*** Provided data ***

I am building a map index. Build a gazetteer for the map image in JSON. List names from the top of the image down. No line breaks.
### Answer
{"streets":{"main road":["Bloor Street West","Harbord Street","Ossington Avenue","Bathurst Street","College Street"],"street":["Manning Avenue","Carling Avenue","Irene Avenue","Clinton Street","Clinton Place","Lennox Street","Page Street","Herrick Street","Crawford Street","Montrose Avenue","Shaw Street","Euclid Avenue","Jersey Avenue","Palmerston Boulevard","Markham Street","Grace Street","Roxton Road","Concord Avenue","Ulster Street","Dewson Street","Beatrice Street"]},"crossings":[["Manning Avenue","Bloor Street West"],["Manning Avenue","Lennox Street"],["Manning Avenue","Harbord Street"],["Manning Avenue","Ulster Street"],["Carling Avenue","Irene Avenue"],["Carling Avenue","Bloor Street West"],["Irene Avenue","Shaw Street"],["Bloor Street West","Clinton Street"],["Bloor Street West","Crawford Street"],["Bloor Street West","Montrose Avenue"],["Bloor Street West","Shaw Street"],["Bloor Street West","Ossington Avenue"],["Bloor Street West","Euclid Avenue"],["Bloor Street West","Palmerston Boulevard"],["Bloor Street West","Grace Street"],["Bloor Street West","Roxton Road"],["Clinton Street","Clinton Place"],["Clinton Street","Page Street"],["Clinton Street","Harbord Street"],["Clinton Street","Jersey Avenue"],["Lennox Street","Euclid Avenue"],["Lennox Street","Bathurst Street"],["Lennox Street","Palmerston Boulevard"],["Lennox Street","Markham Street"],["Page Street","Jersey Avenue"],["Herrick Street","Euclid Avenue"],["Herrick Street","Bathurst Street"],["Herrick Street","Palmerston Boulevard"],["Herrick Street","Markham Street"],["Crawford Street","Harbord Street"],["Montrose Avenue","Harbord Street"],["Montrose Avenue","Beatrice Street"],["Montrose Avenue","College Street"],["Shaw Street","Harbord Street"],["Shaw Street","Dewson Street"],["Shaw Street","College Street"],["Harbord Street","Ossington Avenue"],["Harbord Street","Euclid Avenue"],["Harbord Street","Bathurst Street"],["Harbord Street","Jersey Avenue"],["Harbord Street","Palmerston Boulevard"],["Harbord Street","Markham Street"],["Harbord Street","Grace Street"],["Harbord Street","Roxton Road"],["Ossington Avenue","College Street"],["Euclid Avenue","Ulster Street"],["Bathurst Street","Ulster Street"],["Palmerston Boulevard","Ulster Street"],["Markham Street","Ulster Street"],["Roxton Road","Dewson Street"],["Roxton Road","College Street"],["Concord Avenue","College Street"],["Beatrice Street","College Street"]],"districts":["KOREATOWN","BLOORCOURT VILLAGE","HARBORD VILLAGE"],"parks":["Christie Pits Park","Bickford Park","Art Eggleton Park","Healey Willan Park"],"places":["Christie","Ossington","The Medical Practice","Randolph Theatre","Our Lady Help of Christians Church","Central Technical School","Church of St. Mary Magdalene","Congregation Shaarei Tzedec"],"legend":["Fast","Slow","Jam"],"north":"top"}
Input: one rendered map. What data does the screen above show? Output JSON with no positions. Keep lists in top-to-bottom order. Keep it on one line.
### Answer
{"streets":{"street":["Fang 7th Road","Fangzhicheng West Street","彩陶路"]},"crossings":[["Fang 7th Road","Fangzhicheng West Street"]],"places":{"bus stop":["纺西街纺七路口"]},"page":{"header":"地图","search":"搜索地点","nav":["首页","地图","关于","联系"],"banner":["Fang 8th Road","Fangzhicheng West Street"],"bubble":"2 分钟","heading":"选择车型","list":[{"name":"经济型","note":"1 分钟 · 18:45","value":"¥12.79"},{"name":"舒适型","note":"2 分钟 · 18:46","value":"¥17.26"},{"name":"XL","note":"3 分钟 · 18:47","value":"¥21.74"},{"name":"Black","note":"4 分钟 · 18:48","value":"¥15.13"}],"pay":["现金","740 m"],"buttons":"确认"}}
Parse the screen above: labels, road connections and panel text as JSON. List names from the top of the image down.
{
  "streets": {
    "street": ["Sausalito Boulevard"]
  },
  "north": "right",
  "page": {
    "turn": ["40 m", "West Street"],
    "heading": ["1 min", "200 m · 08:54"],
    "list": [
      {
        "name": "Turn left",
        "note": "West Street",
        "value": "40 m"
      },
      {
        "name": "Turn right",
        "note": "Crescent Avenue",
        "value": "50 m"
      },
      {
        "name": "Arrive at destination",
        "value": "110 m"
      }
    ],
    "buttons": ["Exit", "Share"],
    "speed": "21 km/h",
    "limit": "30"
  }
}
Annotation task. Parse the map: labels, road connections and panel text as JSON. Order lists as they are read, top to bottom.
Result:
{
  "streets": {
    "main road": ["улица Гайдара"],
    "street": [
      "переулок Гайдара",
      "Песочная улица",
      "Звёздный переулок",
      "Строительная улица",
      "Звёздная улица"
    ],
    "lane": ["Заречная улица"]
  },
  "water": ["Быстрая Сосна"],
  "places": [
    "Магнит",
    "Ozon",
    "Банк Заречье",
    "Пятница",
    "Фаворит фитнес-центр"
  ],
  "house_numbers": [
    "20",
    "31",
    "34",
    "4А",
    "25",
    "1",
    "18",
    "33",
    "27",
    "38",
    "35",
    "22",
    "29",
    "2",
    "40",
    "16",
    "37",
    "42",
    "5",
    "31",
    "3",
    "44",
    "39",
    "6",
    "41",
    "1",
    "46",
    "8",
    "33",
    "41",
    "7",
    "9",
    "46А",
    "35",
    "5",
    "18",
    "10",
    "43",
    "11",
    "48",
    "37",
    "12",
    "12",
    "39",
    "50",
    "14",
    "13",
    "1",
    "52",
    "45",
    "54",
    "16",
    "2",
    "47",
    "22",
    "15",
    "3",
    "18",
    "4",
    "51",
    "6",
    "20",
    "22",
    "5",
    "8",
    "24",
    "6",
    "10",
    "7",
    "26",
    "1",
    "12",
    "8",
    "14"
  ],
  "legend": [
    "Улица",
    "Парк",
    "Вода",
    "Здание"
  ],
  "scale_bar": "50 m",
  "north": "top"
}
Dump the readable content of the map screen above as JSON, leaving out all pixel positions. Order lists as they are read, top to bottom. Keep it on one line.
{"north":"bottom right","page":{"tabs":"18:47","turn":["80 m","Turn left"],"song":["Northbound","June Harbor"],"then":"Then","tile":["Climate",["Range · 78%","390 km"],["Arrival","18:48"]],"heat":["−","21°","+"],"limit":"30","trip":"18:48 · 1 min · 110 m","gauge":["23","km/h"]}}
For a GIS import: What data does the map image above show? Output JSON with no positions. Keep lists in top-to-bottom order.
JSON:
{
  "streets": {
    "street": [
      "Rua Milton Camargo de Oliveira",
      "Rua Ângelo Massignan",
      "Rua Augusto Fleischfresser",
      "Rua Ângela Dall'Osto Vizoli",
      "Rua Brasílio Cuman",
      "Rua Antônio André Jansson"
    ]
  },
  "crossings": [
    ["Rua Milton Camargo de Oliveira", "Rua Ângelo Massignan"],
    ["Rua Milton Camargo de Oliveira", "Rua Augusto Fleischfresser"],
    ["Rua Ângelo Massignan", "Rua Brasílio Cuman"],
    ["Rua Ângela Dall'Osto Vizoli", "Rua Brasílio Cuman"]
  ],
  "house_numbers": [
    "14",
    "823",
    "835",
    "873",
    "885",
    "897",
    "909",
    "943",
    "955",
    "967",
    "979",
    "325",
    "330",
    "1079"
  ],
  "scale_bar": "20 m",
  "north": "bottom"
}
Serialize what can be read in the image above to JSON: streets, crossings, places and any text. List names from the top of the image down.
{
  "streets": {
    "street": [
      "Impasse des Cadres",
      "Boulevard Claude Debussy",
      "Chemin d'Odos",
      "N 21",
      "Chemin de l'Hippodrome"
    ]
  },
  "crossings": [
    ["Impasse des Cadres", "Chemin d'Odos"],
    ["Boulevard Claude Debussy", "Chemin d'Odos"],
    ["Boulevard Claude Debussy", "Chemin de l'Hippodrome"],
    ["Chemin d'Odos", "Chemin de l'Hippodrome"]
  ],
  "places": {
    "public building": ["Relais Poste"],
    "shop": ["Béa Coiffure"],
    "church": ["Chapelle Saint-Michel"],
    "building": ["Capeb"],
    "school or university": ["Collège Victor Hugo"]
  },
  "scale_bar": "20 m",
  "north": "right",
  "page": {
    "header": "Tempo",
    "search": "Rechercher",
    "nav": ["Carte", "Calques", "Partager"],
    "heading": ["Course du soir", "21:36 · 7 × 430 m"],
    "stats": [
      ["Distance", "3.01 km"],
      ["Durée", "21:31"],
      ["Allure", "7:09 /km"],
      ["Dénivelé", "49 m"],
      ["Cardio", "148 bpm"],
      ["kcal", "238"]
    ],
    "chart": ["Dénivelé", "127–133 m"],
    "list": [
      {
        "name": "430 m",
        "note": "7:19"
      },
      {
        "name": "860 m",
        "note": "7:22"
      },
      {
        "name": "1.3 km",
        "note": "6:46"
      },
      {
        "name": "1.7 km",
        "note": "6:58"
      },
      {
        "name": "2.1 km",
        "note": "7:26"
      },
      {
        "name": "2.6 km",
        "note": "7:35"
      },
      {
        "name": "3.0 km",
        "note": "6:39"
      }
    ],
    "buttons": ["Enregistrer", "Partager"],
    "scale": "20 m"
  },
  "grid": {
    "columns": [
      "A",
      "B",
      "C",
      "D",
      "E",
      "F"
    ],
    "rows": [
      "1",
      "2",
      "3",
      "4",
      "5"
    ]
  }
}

***

Look above for the line holding "Dump the readable". Print it and every line after it, exactly, through the line holding "For a GIS import: What".

Dump the readable content of the map screen above as JSON, leaving out all pixel positions. Order lists as they are read, top to bottom. Keep it on one line.
{"north":"bottom right","page":{"tabs":"18:47","turn":["80 m","Turn left"],"song":["Northbound","June Harbor"],"then":"Then","tile":["Climate",["Range · 78%","390 km"],["Arrival","18:48"]],"heat":["−","21°","+"],"limit":"30","trip":"18:48 · 1 min · 110 m","gauge":["23","km/h"]}}
For a GIS import: What data does the map image above show? Output JSON with no positions. Keep lists in top-to-bottom order.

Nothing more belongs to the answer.